## To do
For the entries that follow, produce an exact copy with no pictures in it.

************

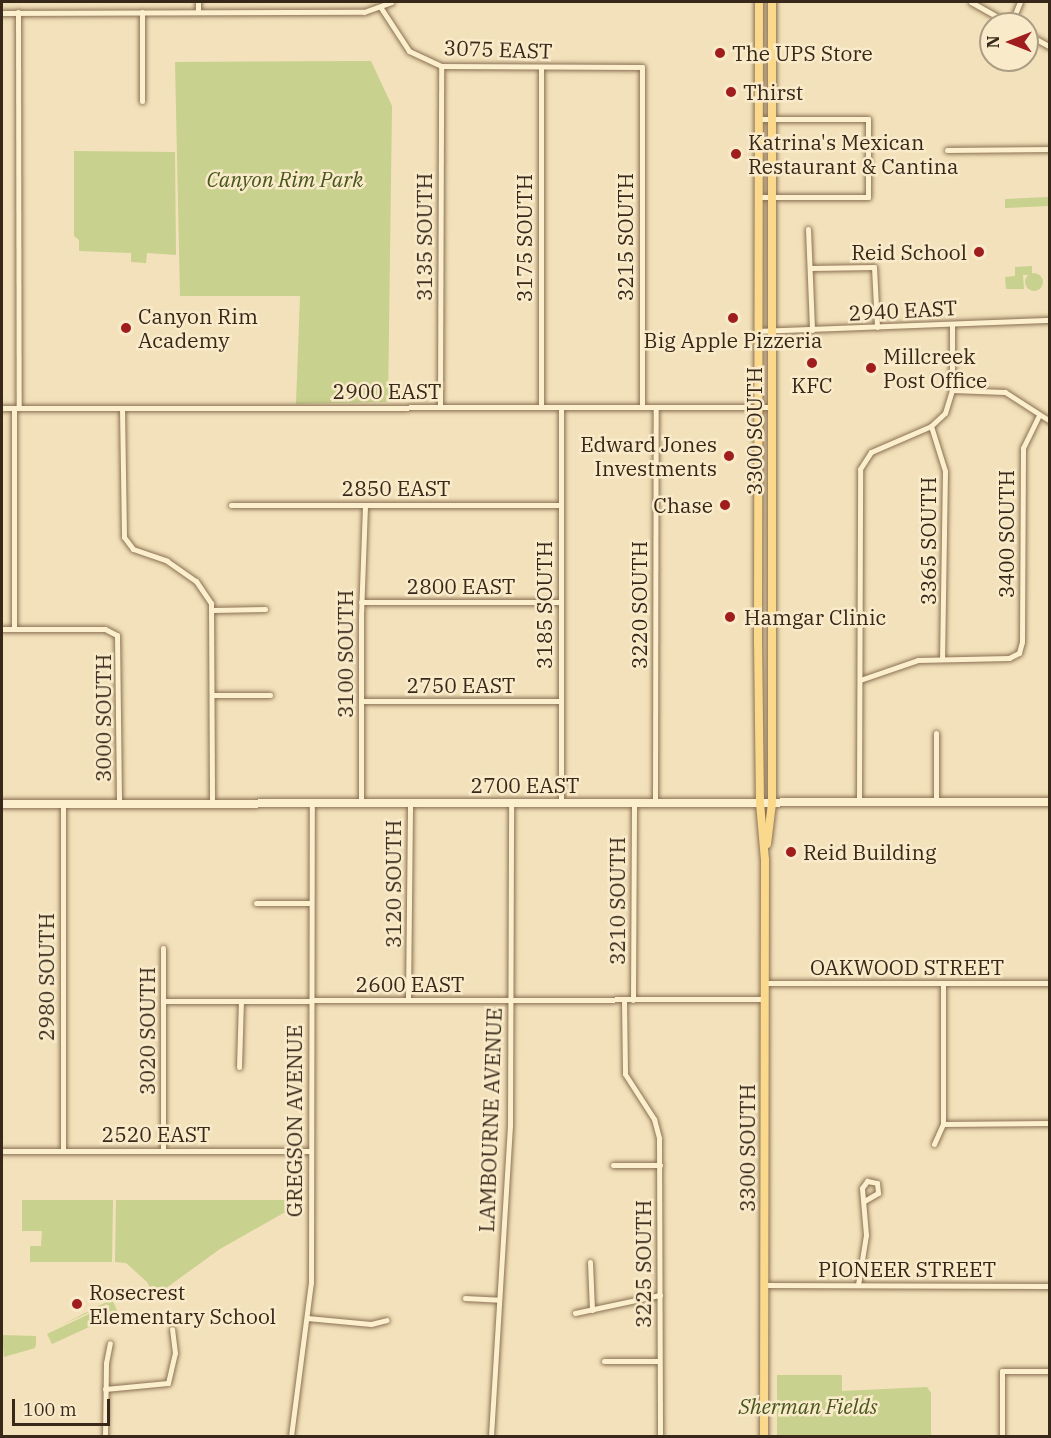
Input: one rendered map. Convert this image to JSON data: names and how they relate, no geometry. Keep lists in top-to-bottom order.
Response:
{
  "streets": {
    "main road": ["3300 SOUTH"],
    "street": [
      "3075 EAST",
      "3135 SOUTH",
      "3215 SOUTH",
      "3175 SOUTH",
      "2940 EAST",
      "2900 EAST",
      "2850 EAST",
      "3400 SOUTH",
      "3365 SOUTH",
      "2800 EAST",
      "3185 SOUTH",
      "3220 SOUTH",
      "3100 SOUTH",
      "2750 EAST",
      "3000 SOUTH",
      "2700 EAST",
      "3120 SOUTH",
      "3210 SOUTH",
      "OAKWOOD STREET",
      "2980 SOUTH",
      "2600 EAST",
      "3020 SOUTH",
      "LAMBOURNE AVENUE",
      "GREGSON AVENUE",
      "2520 EAST",
      "3225 SOUTH",
      "PIONEER STREET"
    ]
  },
  "crossings": [
    ["3075 EAST", "3135 SOUTH"],
    ["3075 EAST", "3215 SOUTH"],
    ["3075 EAST", "3175 SOUTH"],
    ["3135 SOUTH", "2900 EAST"],
    ["3215 SOUTH", "2900 EAST"],
    ["3175 SOUTH", "2900 EAST"],
    ["2940 EAST", "3300 SOUTH"],
    ["2900 EAST", "3300 SOUTH"],
    ["2900 EAST", "3185 SOUTH"],
    ["2900 EAST", "3220 SOUTH"],
    ["3300 SOUTH", "2700 EAST"],
    ["3300 SOUTH", "OAKWOOD STREET"],
    ["3300 SOUTH", "2600 EAST"],
    ["3300 SOUTH", "PIONEER STREET"],
    ["2850 EAST", "3185 SOUTH"],
    ["2850 EAST", "3100 SOUTH"],
    ["3400 SOUTH", "3365 SOUTH"],
    ["2800 EAST", "3185 SOUTH"],
    ["2800 EAST", "3100 SOUTH"],
    ["3185 SOUTH", "2750 EAST"],
    ["3185 SOUTH", "2700 EAST"],
    ["3220 SOUTH", "2700 EAST"],
    ["3100 SOUTH", "2750 EAST"],
    ["3100 SOUTH", "2700 EAST"],
    ["3000 SOUTH", "2700 EAST"],
    ["2700 EAST", "3120 SOUTH"],
    ["2700 EAST", "3210 SOUTH"],
    ["2700 EAST", "2980 SOUTH"],
    ["2700 EAST", "LAMBOURNE AVENUE"],
    ["2700 EAST", "GREGSON AVENUE"],
    ["3120 SOUTH", "2600 EAST"],
    ["3210 SOUTH", "2600 EAST"],
    ["2980 SOUTH", "2520 EAST"],
    ["2600 EAST", "3020 SOUTH"],
    ["2600 EAST", "LAMBOURNE AVENUE"],
    ["2600 EAST", "GREGSON AVENUE"],
    ["2600 EAST", "3225 SOUTH"],
    ["3020 SOUTH", "2520 EAST"],
    ["GREGSON AVENUE", "2520 EAST"]
  ],
  "parks": ["Canyon Rim Park", "Sherman Fields"],
  "places": [
    "The UPS Store",
    "Thirst",
    "Katrina's Mexican Restaurant & Cantina",
    "Reid School",
    "Big Apple Pizzeria",
    "Canyon Rim Academy",
    "KFC",
    "Millcreek Post Office",
    "Edward Jones Investments",
    "Chase",
    "Hamgar Clinic",
    "Reid Building",
    "Rosecrest Elementary School"
  ],
  "scale_bar": "100 m",
  "north": "left"
}
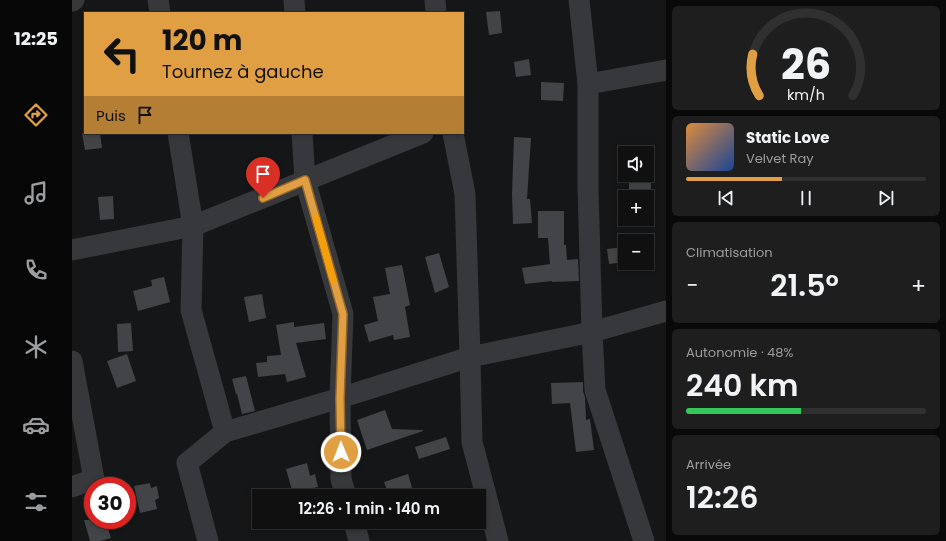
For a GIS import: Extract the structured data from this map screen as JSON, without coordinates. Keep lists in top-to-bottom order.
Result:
{
  "page": {
    "tabs": "12:25",
    "turn": ["120 m", "Tournez à gauche"],
    "then": "Puis",
    "song": ["Static Love", "Velvet Ray"],
    "map_buttons": ["+", "−"],
    "tile": [
      "Climatisation",
      ["Autonomie · 48%", "240 km"],
      ["Arrivée", "12:26"]
    ],
    "heat": ["−", "21.5°", "+"],
    "limit": "30",
    "trip": "12:26 · 1 min · 140 m",
    "gauge": ["26", "km/h"]
  }
}
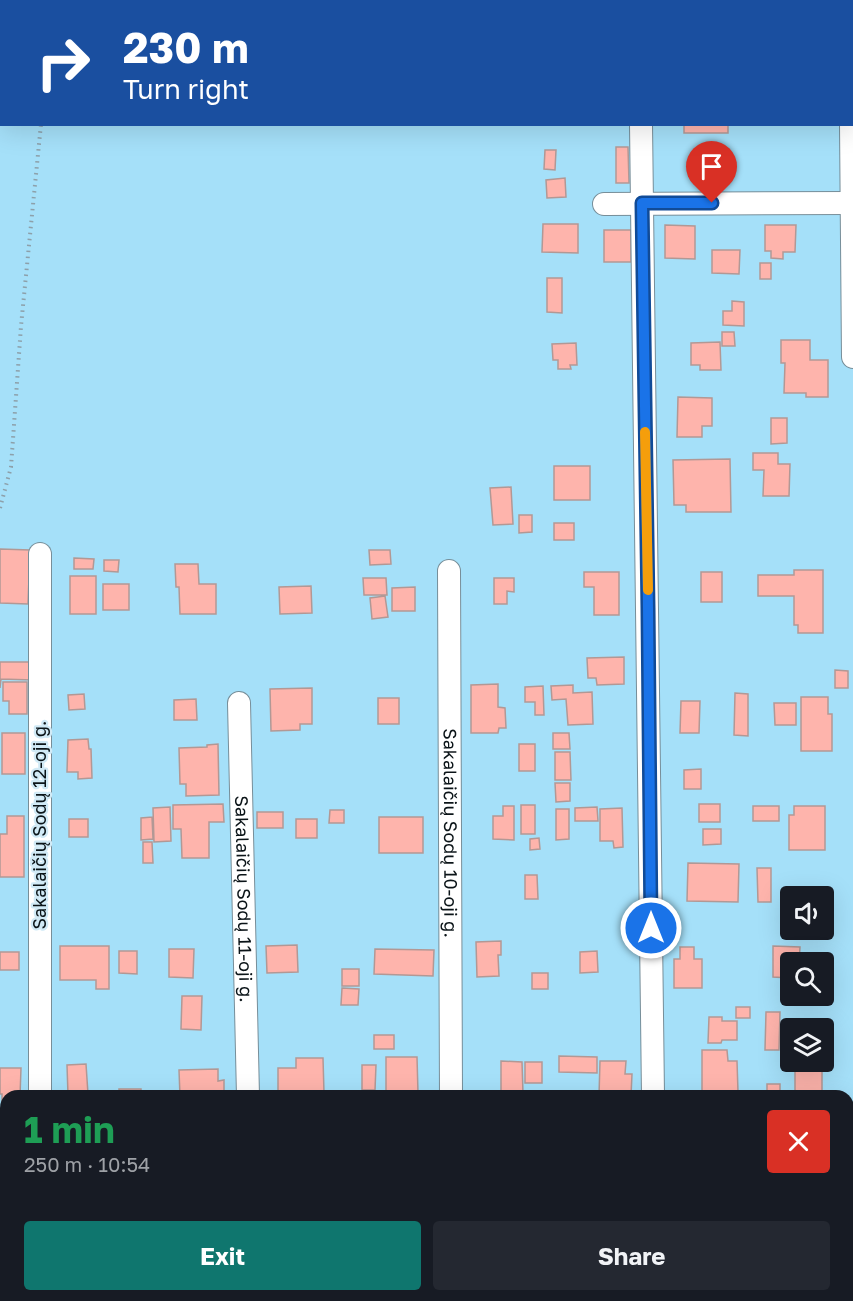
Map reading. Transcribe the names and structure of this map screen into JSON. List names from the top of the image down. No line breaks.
{"streets":{"street":["Sakalaičių Sodų 12-oji g.","Sakalaičių Sodų 10-oji g.","Sakalaičių Sodų 11-oji g."]},"page":{"turn":["230 m","Turn right"],"heading":["1 min","250 m · 10:54"],"buttons":["Exit","Share"]}}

************

## Result for this task
Input: one rendered map. Convert this image to JSON data: names and how they relate, no geometry. Keep lists in top-to-bottom order.
Response:
{
  "streets": {
    "main road": ["3300 SOUTH"],
    "street": [
      "3075 EAST",
      "3135 SOUTH",
      "3215 SOUTH",
      "3175 SOUTH",
      "2940 EAST",
      "2900 EAST",
      "2850 EAST",
      "3400 SOUTH",
      "3365 SOUTH",
      "2800 EAST",
      "3185 SOUTH",
      "3220 SOUTH",
      "3100 SOUTH",
      "2750 EAST",
      "3000 SOUTH",
      "2700 EAST",
      "3120 SOUTH",
      "3210 SOUTH",
      "OAKWOOD STREET",
      "2980 SOUTH",
      "2600 EAST",
      "3020 SOUTH",
      "LAMBOURNE AVENUE",
      "GREGSON AVENUE",
      "2520 EAST",
      "3225 SOUTH",
      "PIONEER STREET"
    ]
  },
  "crossings": [
    ["3075 EAST", "3135 SOUTH"],
    ["3075 EAST", "3215 SOUTH"],
    ["3075 EAST", "3175 SOUTH"],
    ["3135 SOUTH", "2900 EAST"],
    ["3215 SOUTH", "2900 EAST"],
    ["3175 SOUTH", "2900 EAST"],
    ["2940 EAST", "3300 SOUTH"],
    ["2900 EAST", "3300 SOUTH"],
    ["2900 EAST", "3185 SOUTH"],
    ["2900 EAST", "3220 SOUTH"],
    ["3300 SOUTH", "2700 EAST"],
    ["3300 SOUTH", "OAKWOOD STREET"],
    ["3300 SOUTH", "2600 EAST"],
    ["3300 SOUTH", "PIONEER STREET"],
    ["2850 EAST", "3185 SOUTH"],
    ["2850 EAST", "3100 SOUTH"],
    ["3400 SOUTH", "3365 SOUTH"],
    ["2800 EAST", "3185 SOUTH"],
    ["2800 EAST", "3100 SOUTH"],
    ["3185 SOUTH", "2750 EAST"],
    ["3185 SOUTH", "2700 EAST"],
    ["3220 SOUTH", "2700 EAST"],
    ["3100 SOUTH", "2750 EAST"],
    ["3100 SOUTH", "2700 EAST"],
    ["3000 SOUTH", "2700 EAST"],
    ["2700 EAST", "3120 SOUTH"],
    ["2700 EAST", "3210 SOUTH"],
    ["2700 EAST", "2980 SOUTH"],
    ["2700 EAST", "LAMBOURNE AVENUE"],
    ["2700 EAST", "GREGSON AVENUE"],
    ["3120 SOUTH", "2600 EAST"],
    ["3210 SOUTH", "2600 EAST"],
    ["2980 SOUTH", "2520 EAST"],
    ["2600 EAST", "3020 SOUTH"],
    ["2600 EAST", "LAMBOURNE AVENUE"],
    ["2600 EAST", "GREGSON AVENUE"],
    ["2600 EAST", "3225 SOUTH"],
    ["3020 SOUTH", "2520 EAST"],
    ["GREGSON AVENUE", "2520 EAST"]
  ],
  "parks": ["Canyon Rim Park", "Sherman Fields"],
  "places": [
    "The UPS Store",
    "Thirst",
    "Katrina's Mexican Restaurant & Cantina",
    "Reid School",
    "Big Apple Pizzeria",
    "Canyon Rim Academy",
    "KFC",
    "Millcreek Post Office",
    "Edward Jones Investments",
    "Chase",
    "Hamgar Clinic",
    "Reid Building",
    "Rosecrest Elementary School"
  ],
  "scale_bar": "100 m",
  "north": "left"
}
For a GIS import: Extract the structured data from this map screen as JSON, without coordinates. Keep lists in top-to-bottom order.
Result:
{
  "page": {
    "tabs": "12:25",
    "turn": ["120 m", "Tournez à gauche"],
    "then": "Puis",
    "song": ["Static Love", "Velvet Ray"],
    "map_buttons": ["+", "−"],
    "tile": [
      "Climatisation",
      ["Autonomie · 48%", "240 km"],
      ["Arrivée", "12:26"]
    ],
    "heat": ["−", "21.5°", "+"],
    "limit": "30",
    "trip": "12:26 · 1 min · 140 m",
    "gauge": ["26", "km/h"]
  }
}
Map reading. Transcribe the names and structure of this map screen into JSON. List names from the top of the image down. No line breaks.
{"streets":{"street":["Sakalaičių Sodų 12-oji g.","Sakalaičių Sodų 10-oji g.","Sakalaičių Sodų 11-oji g."]},"page":{"turn":["230 m","Turn right"],"heading":["1 min","250 m · 10:54"],"buttons":["Exit","Share"]}}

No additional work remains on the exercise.